Stored items:
**********

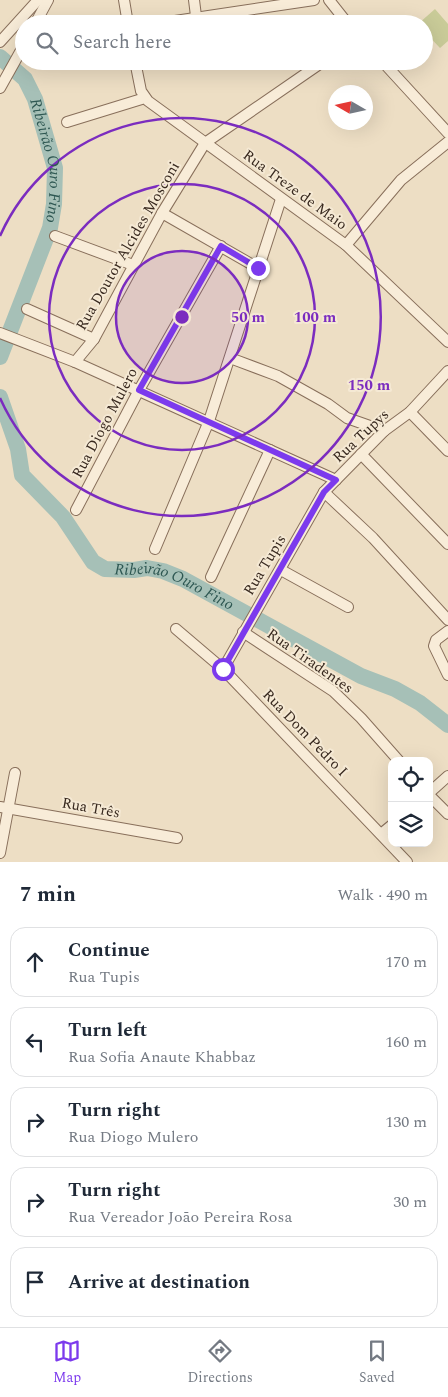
<!DOCTYPE html>
<html lang="en">
<head>
<meta charset="utf-8">
<style>
  :root { --surface:#fff; --page:#f2f2f3; --text:#1f2937; --muted:#747a83; --line:#e0e1e3; --accent:#7c3aed }
  body { margin:0; font-family:Spectral,serif; background:var(--page); color:var(--text) }
  .controls { position:absolute; right:15px; bottom:15px; display:grid; overflow:hidden; border-radius:10px; box-shadow:0 5px 20px #0002 }
  .controls button { width:45px; height:45px; display:grid; place-items:center; padding:0; border:0; border-bottom:1px solid var(--line); background:var(--surface); color:var(--text); font:25px sans-serif }
  .compass { position:absolute; left:328px; top:85px; width:45px; height:45px; border-radius:50%; background:var(--surface); box-shadow:0 5px 20px #0002; rotate:279deg }
  .stop { position:absolute; width:15px; height:15px; margin:-11px; border:4px solid #7c3aed; border-radius:50%; background:#fff }
  .stop.end { background:#7c3aed; border-color:#fff; box-shadow:0 1px 5px #0008 }
  .list { margin:0; padding:0; list-style:none }
  h2 { display:flex; justify-content:space-between; align-items:center; height:65px; margin:0; padding:0 20px; font-size:21px }
  h2 small { font-size:16px; font-weight:400; color:var(--muted) }
  .list li { display:grid; grid-template-columns:32px 1fr auto; gap:15px; align-items:center; box-sizing:border-box; height:70px; margin:0 10px 10px; padding:0 10px; border:1px solid var(--line); border-radius:15px }
  .list b { display:block; font-size:19px; white-space:nowrap }
  .list p { margin:0; font-size:16px; white-space:nowrap; color:var(--muted) }
  .list em { font-size:16px; font-style:normal; color:var(--muted) }
  .icon { flex:none; width:28px; height:28px; fill:none; stroke:currentColor; stroke-width:2; stroke-linecap:round; stroke-linejoin:round }
  .map { position:relative; flex:none; width:448px; height:862px; overflow:hidden }
  .search { position:absolute; background:var(--surface); box-shadow:0 5px 20px #0002; left:15px; right:15px; top:15px; height:55px; display:flex; align-items:center; gap:12px; box-sizing:border-box; padding:0 18px; border-radius:28px; color:var(--muted); font-size:19px }
  .sheet { height:465px; background:var(--surface) }
  nav { display:flex; justify-content:space-around; align-items:center; box-sizing:border-box; height:70px; border-top:1px solid var(--line); background:var(--surface); font-size:14px; color:var(--muted) }
  nav a { display:grid; justify-items:center; gap:2px }
  nav .on { color:var(--accent) }
  .map>svg:first-child { display:block }
  .green { fill:#c9cb98 }
  .lines { fill:none; stroke-linecap:round; stroke-linejoin:round }
  .river { stroke:#a6c0b7; stroke-width:16 }
  .minor-casing { stroke:#886f5b; stroke-width:12 }
  .minor { stroke:#f8ecd8; stroke-width:10 }
  .route { stroke:#7c3aed; stroke-width:6 }
  .ring { fill:none; stroke:#7b2cbf; stroke-width:2.5 }
  .labels { text-anchor:middle; dominant-baseline:central; stroke-width:4; stroke-linejoin:round; paint-order:stroke }
  .street-label { font-size:15px; fill:#38291f; stroke:#f5e9d4 }
  .water-label { font-size:16px; font-style:italic; fill:#2e5752; stroke:#f5e9d4 }
  .centre { fill:#7b2cbf; stroke:#f5e9d4; stroke-width:2.5 }
  .ring-label { font-size:15px; text-anchor:middle; font-weight:bold; fill:#7b2cbf; stroke:#f5e9d4; stroke-width:4; stroke-linejoin:round; paint-order:stroke }
</style>
</head>
<body>
<div class="map">
<svg width="448" height="862" viewBox="0 0 448 862">
  <rect width="100%" height="100%" fill="#eddec4"/>
  <polygon class="green" points="435,9 448,24 448,41 440,48 424,31 424,24 418,24"/>
  <g class="lines">
    <g class="river">
      <path id="s1" d="M0,57l25,22 10,20 20,69 -1,36 -4,24 -50,129"/>
      <path id="s2" d="M0,397l18,52 4,26 41,42 30,45 12,7 29,1 13,-2 16,3 20,8 178,97 34,13 25,14 28,22"/>
    </g>
    <g class="minor-casing">
      <g id="minor">
        <polyline points="124,0 128,24"/>
        <polyline points="194,0 196,16"/>
        <polyline points="329,0 348,24"/>
        <polyline points="35,24 48,0"/>
        <polyline points="155,24 314,0"/>
        <polyline points="0,42 38,0"/>
        <polyline points="135,61 141,91 148,101 346,245 448,342"/>
        <polyline points="382,61 448,133"/>
        <polyline points="0,88 24,45"/>
        <polyline points="67,122 145,98"/>
        <polyline points="162,213 258,268"/>
        <polyline points="55,236 133,265"/>
        <polyline points="346,245 401,180 448,142"/>
        <polyline points="27,309 94,339"/>
        <polyline points="0,333 75,362 336,480"/>
        <polyline points="230,358 278,376 328,404 347,418 384,431"/>
        <polyline points="75,362 94,339 162,213 205,143 324,61"/>
        <polyline points="410,412 448,451"/>
        <polyline points="361,454 448,544"/>
        <polyline points="324,492 373,538 448,620"/>
        <polyline points="76,510 139,390 221,246"/>
        <polyline points="155,549 209,421 281,199"/>
        <polyline points="281,570 348,607"/>
        <polyline points="211,577 270,450"/>
        <polyline points="176,629 223,669 407,862"/>
        <polyline points="448,631 436,640 434,646 448,675"/>
        <polyline points="243,632 333,691 361,718 399,761"/>
        <polyline points="223,669 324,492 384,431 410,412 448,371"/>
        <polyline points="429,793 448,776"/>
        <polyline points="429,795 448,814"/>
        <polyline points="0,807 177,838"/>
        <polyline points="381,834 392,825"/>
        <polyline points="0,853 15,773"/>
      </g>
    </g>
    <use href="#minor" class="minor"/>
  </g>
  <g class="lines">
    <polyline class="route" points="223,669 324,492 336,480 139,390 221,246 258,268"/>
  </g>
  <circle cx="182" cy="317" r="66" fill="#7b2cbf" fill-opacity=".12"/>
  <g class="ring">
    <circle cx="182" cy="317" r="66"/>
    <circle cx="182" cy="317" r="133"/>
    <path d="M0 236A199 199 0 1 1 0 398"/>
  </g>
  <g class="labels">
    <g class="street-label">
      <text transform="translate(295 190) rotate(36)">Rua Treze de Maio</text>
      <text transform="translate(128 246) rotate(-60)">Rua Doutor Alcides Mosconi</text>
      <text transform="translate(105 423) rotate(-62)">Rua Diogo Mulero</text>
      <text transform="translate(361 436) rotate(-43)">Rua Tupys</text>
      <text transform="translate(265 565) rotate(-59)">Rua Tupis</text>
      <text transform="translate(310 661) rotate(35)">Rua Tiradentes</text>
      <text transform="translate(305 733) rotate(46)">Rua Dom Pedro I</text>
      <text transform="translate(91 808) rotate(10)">Rua Três</text>
    </g>
    <g class="water-label">
      <text stroke="none"><textPath href="#s1" startOffset="119">Ribeirão Ouro Fino</textPath></text>
      <text stroke="none"><textPath href="#s2" startOffset="281">Ribeirão Ouro Fino</textPath></text>
    </g>
  </g>
  <circle cx="182" cy="317" r="8" class="centre"/>
  <g class="ring-label">
    <text x="248" y="322">50 m</text>
    <text x="315" y="322">100 m</text>
    <text x="369" y="390">150 m</text>
  </g>
</svg>
<div class="controls">
<button><svg class="icon" aria-label="locate" viewBox="0 0 24 24"><circle cx="12" cy="12" r="6"/><path d="M12 2v4M12 18v4M2 12h4M18 12h4"/></svg></button>
<button><svg class="icon" aria-label="layers" viewBox="0 0 24 24"><path d="M12 4l9 5-9 5-9-5zM3 14l9 5 9-5"/></svg></button>
</div>
<svg class="compass" viewBox="-18 -18 36 36"><path d="M0-13l5 13h-10z" fill="#e53935"/><path d="M0 13l5-13h-10z" fill="#747a83"/></svg>
<div class="stop" style="left:223px;top:669px"></div>
<div class="stop end" style="left:258px;top:268px"></div>
<div class="search"><svg class="icon" aria-label="search" viewBox="0 0 24 24"><circle cx="10" cy="10" r="6"/><path d="M15 15l6 6"/></svg>Search here</div>
</div>
<section class="sheet">
<h2>7 min<small>Walk · 490 m</small></h2>
<ul class="list">
<li><svg class="icon" aria-label="ahead" viewBox="0 0 24 24"><path d="M12 20V5M6 11l6-6 6 6"/></svg><div><b>Continue</b><p>Rua Tupis</p></div><em>170 m</em></li>
<li><svg class="icon" aria-label="left" viewBox="0 0 24 24"><path d="M17 20v-9H6M10 6l-5 5 5 5"/></svg><div><b>Turn left</b><p>Rua Sofia Anaute Khabbaz</p></div><em>160 m</em></li>
<li><svg class="icon" aria-label="right" viewBox="0 0 24 24"><path d="M7 20v-9h11M14 6l5 5-5 5"/></svg><div><b>Turn right</b><p>Rua Diogo Mulero</p></div><em>130 m</em></li>
<li><svg class="icon" aria-label="right" viewBox="0 0 24 24"><path d="M7 20v-9h11M14 6l5 5-5 5"/></svg><div><b>Turn right</b><p>Rua Vereador João Pereira Rosa</p></div><em>30 m</em></li>
<li><svg class="icon" aria-label="arrive" viewBox="0 0 24 24"><path d="M6 21V4h12l-3 4 3 4H6"/></svg><div><b>Arrive at destination</b></div></li>
</ul>
</section>
<nav>
<a class="on"><svg class="icon" aria-label="map" viewBox="0 0 24 24"><path d="M3 6l6-2 6 2 6-2v14l-6 2-6-2-6 2zM9 4v14M15 6v14"/></svg>Map</a>
<a><svg class="icon" aria-label="directions" viewBox="0 0 24 24"><path d="M12 3l9 9-9 9-9-9zM9 14v-3h6M13 9l2 2-2 2"/></svg>Directions</a>
<a><svg class="icon" aria-label="saved" viewBox="0 0 24 24"><path d="M7 4h10v16l-5-4-5 4z"/></svg>Saved</a>
</nav>
</body>
</html>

**********

Scan the entries for lines holding the string "block", then copy every one of them.

_Answer below:_
  .list b { display:block; font-size:19px; white-space:nowrap }
  .map>svg:first-child { display:block }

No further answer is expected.